DeSantos looked at his feet, then met Uzi’s eyes. “Knox was in on the operation that recruited Hakim and her brother into Mossad. The CIA office in Cairo was working with the LEGATT,” he said, referring to the FBI’s Legal Attaché. “Remember the bombing against the US Embassy in Argentina?”
“In 2002.”
DeSantos nodded. “US intelligence got wind of intel that al-Humat was responsible, but they didn’t have proof. So Knox and Tasset proposed a joint op with Mossad. Aksel was skeptical, but they sold him on it. He was new on the job, so maybe he wanted to start things off right with his US counterparts. The key was turning Hakim and Ahmed into double agents. But when Aksel got wind that Ahmed was two-timing Mossad and was planning a huge hit on the Knesset, he was furious and told Knox and Tasset he was pulling the plug on the embassy op, that his first obligation was to protect his country from a devastating attack.

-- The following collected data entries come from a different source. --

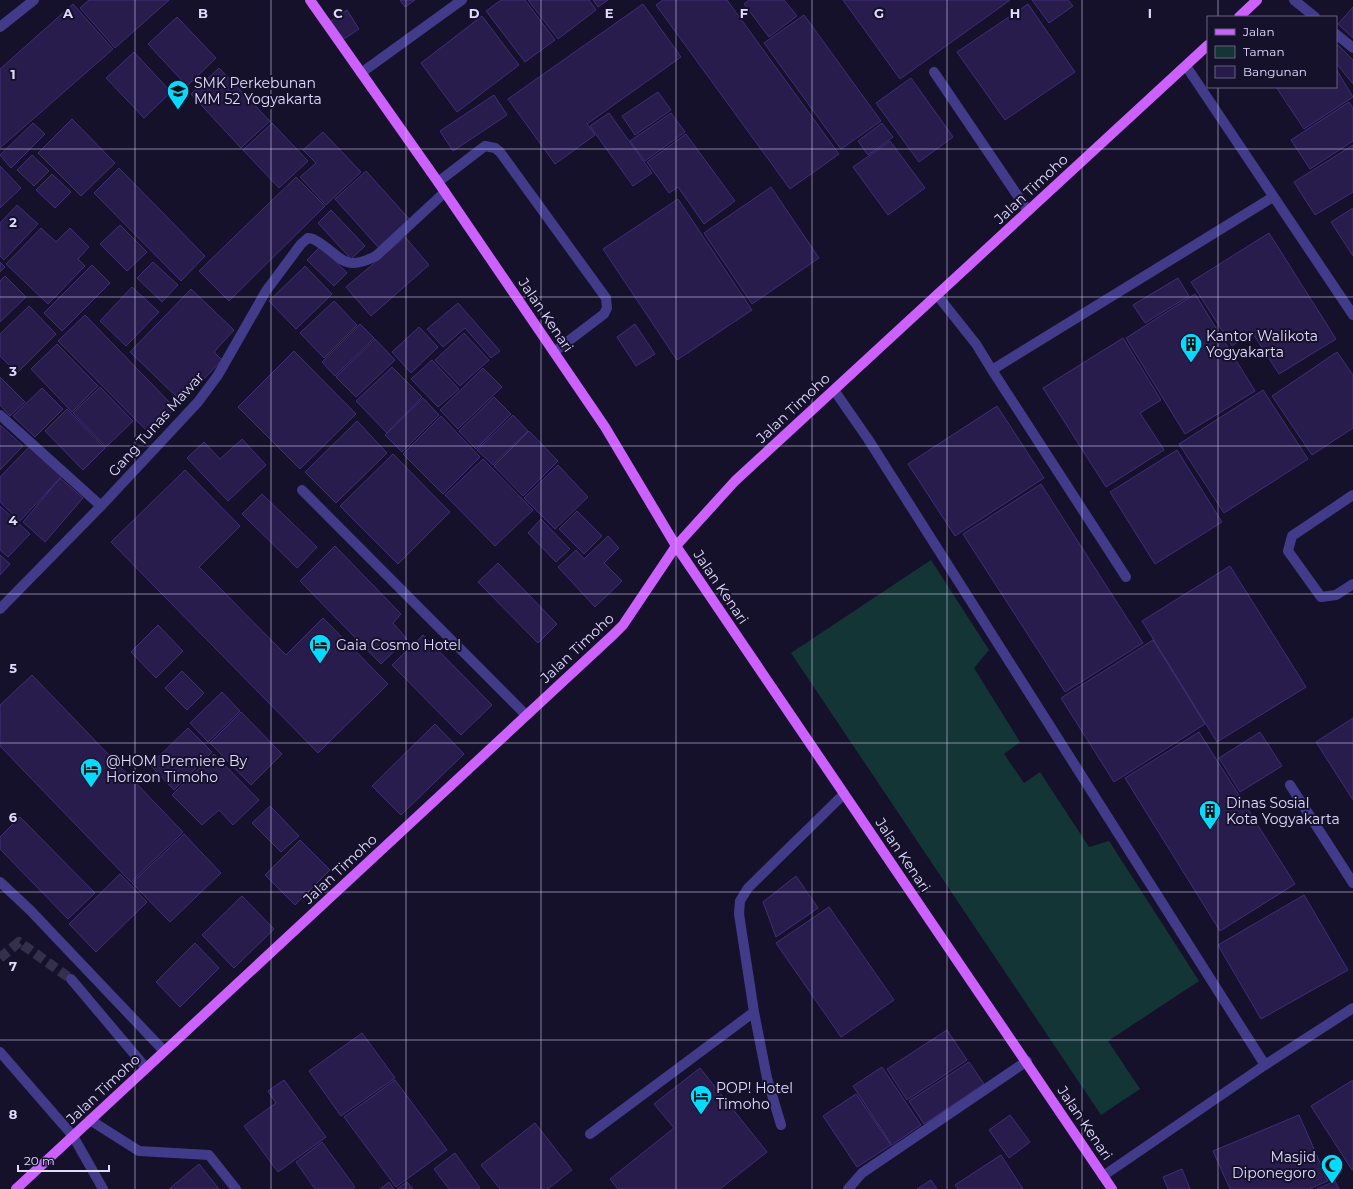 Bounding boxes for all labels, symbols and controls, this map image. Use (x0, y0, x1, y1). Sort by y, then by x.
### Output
text: A (62, 5, 74, 21)
text: B (198, 5, 208, 21)
text: C (333, 5, 343, 21)
text: D (469, 5, 480, 21)
text: E (605, 5, 614, 21)
text: F (740, 5, 748, 21)
text: G (874, 5, 884, 21)
text: H (1010, 5, 1020, 21)
text: I (1148, 5, 1152, 21)
legend (1207, 16, 1337, 88)
text: Jalan (1242, 24, 1275, 39)
text: Taman (1243, 44, 1285, 59)
text: Bangunan (1243, 64, 1307, 79)
text: 1 (10, 66, 16, 82)
place label: SMK Perkebunan MM 52 Yogyakarta (194, 74, 322, 108)
school or university icon: SMK Perkebunan MM 52 Yogyakarta (165, 78, 191, 111)
street label: Jalan Timoho (990, 150, 1072, 228)
text: 2 (9, 214, 17, 230)
street label: Jalan Kenari (514, 274, 577, 355)
place label: Kantor Walikota Yogyakarta (1206, 327, 1318, 361)
building icon: Kantor Walikota Yogyakarta (1178, 331, 1204, 364)
text: 3 (8, 363, 17, 379)
street label: Gang Tunas Mawar (104, 368, 208, 480)
street label: Jalan Timoho (752, 369, 834, 447)
text: 4 (9, 512, 18, 528)
street label: Jalan Kenari (689, 546, 752, 627)
street label: Jalan Timoho (536, 609, 618, 687)
hotel icon: Gaia Cosmo Hotel (307, 632, 333, 665)
place label: Gaia Cosmo Hotel (336, 636, 461, 654)
text: 5 (9, 660, 17, 676)
place label: @HOM Premiere By Horizon Timoho (106, 752, 247, 786)
hotel icon: @HOM Premiere By Horizon Timoho (78, 756, 104, 789)
place label: Dinas Sosial Kota Yogyakarta (1226, 794, 1340, 828)
building icon: Dinas Sosial Kota Yogyakarta (1197, 798, 1223, 831)
text: 6 (9, 809, 18, 825)
street label: Jalan Kenari (871, 814, 934, 895)
street label: Jalan Timoho (299, 830, 381, 908)
text: 7 (9, 958, 17, 974)
street label: Jalan Timoho (62, 1050, 144, 1128)
place label: POP! Hotel Timoho (716, 1079, 793, 1113)
street label: Jalan Kenari (1053, 1082, 1116, 1163)
hotel icon: POP! Hotel Timoho (688, 1083, 714, 1116)
text: 8 (9, 1106, 18, 1122)
scale bar (18, 1147, 109, 1173)
place label: Masjid Diponegoro (1232, 1148, 1316, 1182)
mosque icon: Masjid Diponegoro (1319, 1152, 1345, 1185)
text: 20 m (24, 1153, 55, 1168) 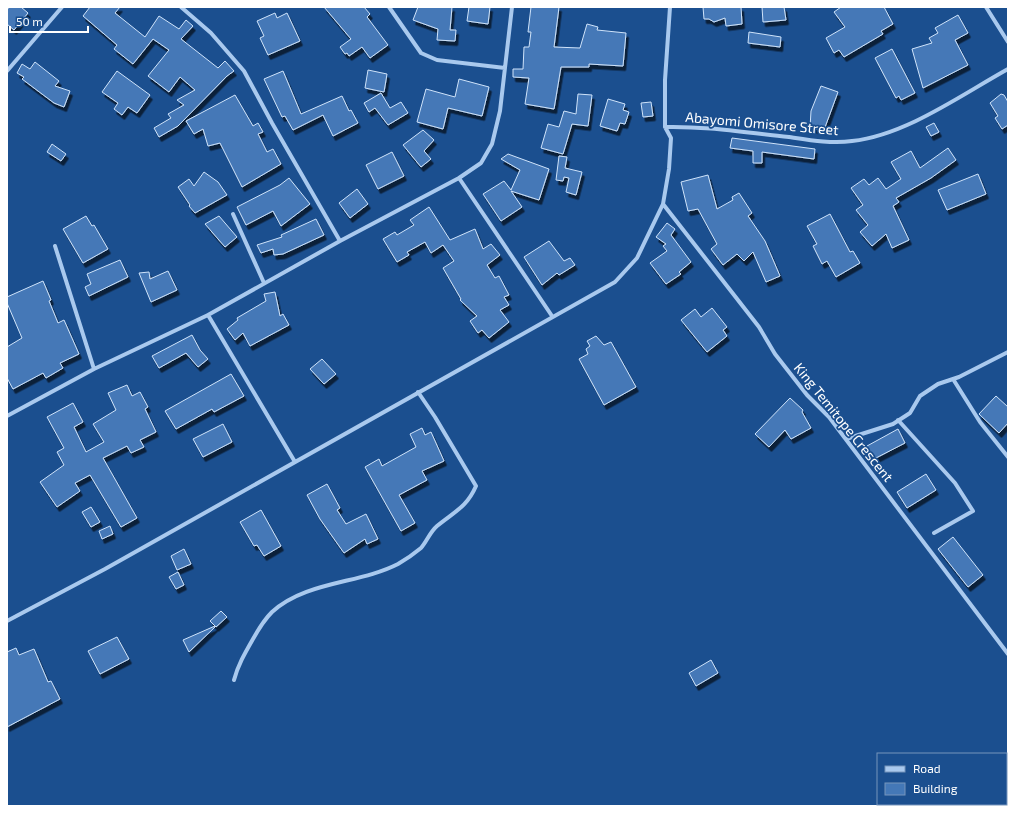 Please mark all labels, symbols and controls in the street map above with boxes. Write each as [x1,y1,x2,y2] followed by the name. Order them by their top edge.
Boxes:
[10,8,88,34] scale bar
[16,14,43,28] text: 50 m
[685,108,839,138] street label: Abayomi Omisore Street
[791,359,897,485] street label: King Temitope Crescent
[877,753,1007,805] legend
[913,761,941,775] text: Road
[913,781,958,795] text: Building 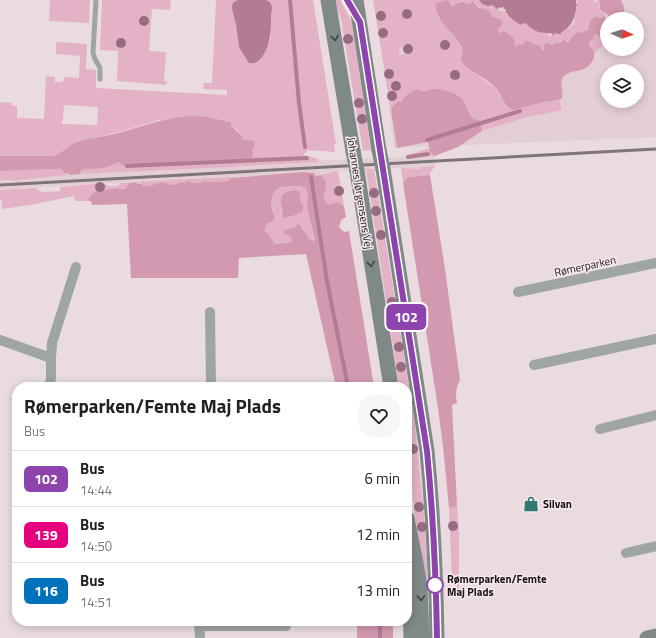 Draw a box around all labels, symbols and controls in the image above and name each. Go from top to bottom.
north arrow [600,12,644,56]
map controls [600,12,644,108]
one-way arrow [330,35,339,42]
button: layers [600,64,644,108]
street label: Johannes Jørgensens Vej [343,136,377,250]
street label: Rømerparken [553,252,617,280]
one-way arrow [367,261,375,268]
line badge: 102 [383,304,429,330]
text: 102 [394,306,418,327]
text: Rømerparken/Femte Maj Plads [24,391,281,420]
button: heart [358,395,400,437]
text: Bus [24,421,45,441]
text: Bus [80,457,105,480]
text: 6 min [364,467,400,490]
text: 102 [34,468,58,489]
text: 14:44 [80,480,112,500]
shop icon: Silvan [522,495,540,513]
place label: Silvan [543,496,572,512]
text: Bus [80,513,105,536]
text: 12 min [356,523,400,546]
text: 139 [34,524,58,545]
text: 14:50 [80,536,112,556]
text: Bus [80,569,105,592]
place label: Rømerparken/Femte Maj Plads [447,571,547,600]
marker: Rømerparken/Femte Maj Plads [426,576,444,594]
text: 13 min [356,579,400,602]
text: 116 [34,580,58,601]
text: 14:51 [80,592,112,612]
one-way arrow [416,595,425,601]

“Problem was, Tasset refused to fold up the tent. He thought he could still make it work — until Muhammad bin Zayed escaped after his shot ricocheted and killed Ahmed. If it got out that Ahmed was on Mossad’s payroll, the prime minister would’ve demanded full disclosure. It would’ve been a disaster for Mossad. But Tasset freaked because he was afraid Aksel would leak the US role to deflect attention off Mossad. Aksel said he was more worried about finding bin Zayed in case there was a backup plan for the attack on the Knesset.